Does everyone say they’re “saving room for pie” during the holidays? Growing up I would be asked that question a lot, probably too much. My Grandma, bless her soul, believes a fat baby is a healthy baby. So, growing up I never had a shortage of sweet treats and only had to stop eating when I was full. She was also my babysitter for the first few years of my life – this is partly why I am a Fatty McFatterson! =D
Pie is my life, it’s better than cake. Pie is something I understand. It’s layered, it has depth, and doesn’t need to be sweet.….. As I make a sweet cream pie. I like to find uncommon or forgotten desserts. Nothing is wrong with pumpkin or the classic fruit pies. Why stick to the same though?

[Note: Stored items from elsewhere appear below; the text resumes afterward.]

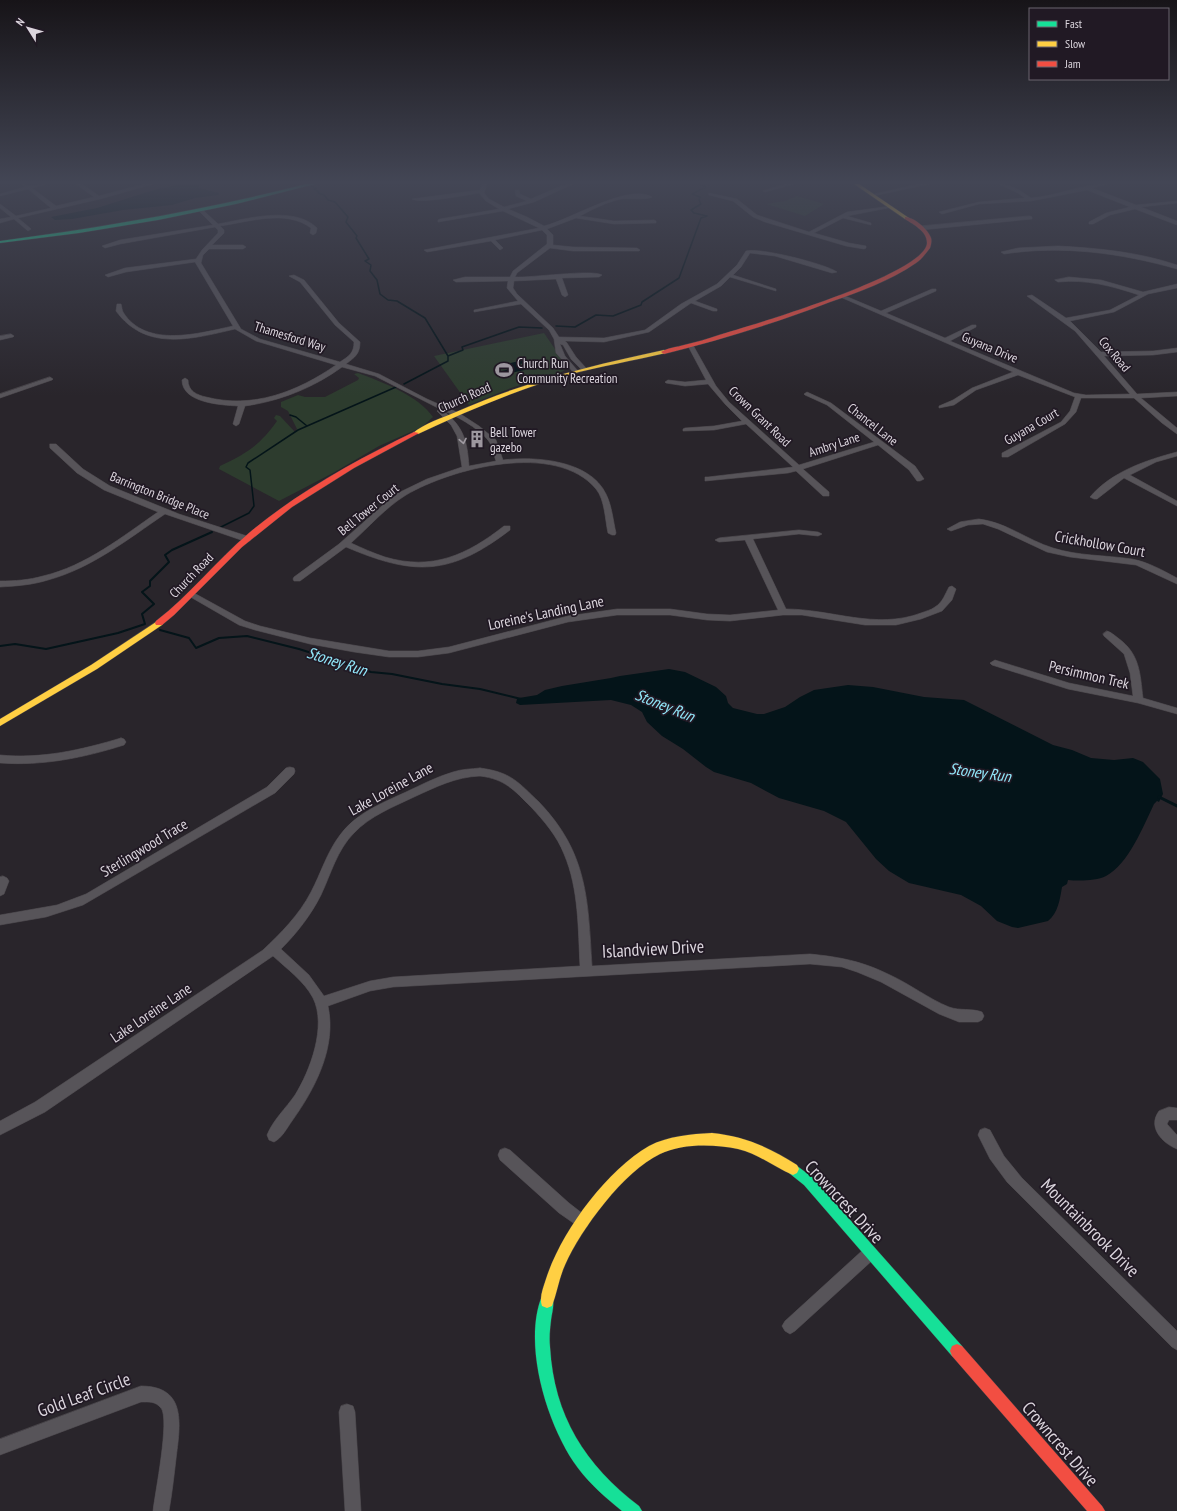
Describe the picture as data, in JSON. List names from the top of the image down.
{
  "streets": {
    "main road": ["Church Road", "Crowncrest Drive"],
    "street": [
      "Thamesford Way",
      "Guyana Drive",
      "Cox Road",
      "Crown Grant Road",
      "Chancel Lane",
      "Guyana Court",
      "Ambry Lane",
      "Barrington Bridge Place",
      "Bell Tower Court",
      "Crickhollow Court",
      "Loreine's Landing Lane",
      "Persimmon Trek",
      "Lake Loreine Lane",
      "Sterlingwood Trace",
      "Islandview Drive",
      "Mountainbrook Drive",
      "Gold Leaf Circle"
    ]
  },
  "crossings": [
    ["Thamesford Way", "Church Road"],
    ["Guyana Drive", "Cox Road"],
    ["Guyana Drive", "Church Road"],
    ["Guyana Drive", "Guyana Court"],
    ["Church Road", "Crown Grant Road"],
    ["Church Road", "Barrington Bridge Place"],
    ["Church Road", "Loreine's Landing Lane"],
    ["Crown Grant Road", "Ambry Lane"],
    ["Chancel Lane", "Ambry Lane"],
    ["Lake Loreine Lane", "Islandview Drive"]
  ],
  "water": ["Stoney Run"],
  "places": {
    "sports": ["Church Run Community Recreation"],
    "building": ["Bell Tower gazebo"]
  },
  "legend": ["Fast", "Slow", "Jam"],
  "north": "top left"
}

I was watching the series Chef’s Table, one of the chefs is Grant Achatz. He is the executive chef at Alinea in Chicago. He changes his menus often because he is looking for a challenge and something new to him.
That was like the slap to the face that woke me up in a way. Sure, the status quo is good, but why? Why are we just doing the same dishes year, after year, after year. Don’t they say to learn from history? Don’t repeat it.
This pie was popular during the early to mid 1900’s. Making this brings memories to my parents and grandparents. It also gives everyone a break from the norm. This pie is best a day old. The result is a velvety creamy texture, finished off with notes of cinnamon and Nutmeg.
1 Refrigerated pie crust
2 Cups Heavy Whipping Cream
1 Cup Half & Half, or milk
2 Egg Yolks
5 Tbsp flour
2 Tbsp butter (cut into 16th)
1 Tsp Vanilla
½ Tsp Cinnamon
¼ Tsp Nutmeg
Dash of salt
- Combine sugar, flour, and salt until blended.
- Add the 2 cups of whipping cream and mix well.
- Combine the half and half, egg yolks, and vanilla together.
- Stir in the egg yolk mixture into the sugar mixture and blend together well – by hand
- Pour the mixture into the pie shell.
- Dot the butter around evenly on top of the pie.
- Sprinkle the top of the pie with cinnamon and nutmeg.
- Bake at 350 until it bubbles through for 10 minutes – about an hour.
- Check the pie by wiggling the edge of the pie plate, if the pie is still loose in the center, it isn’t done.
- When it no longer loosely and sloppily jiggles, it is done. It will still be a little jiggly though.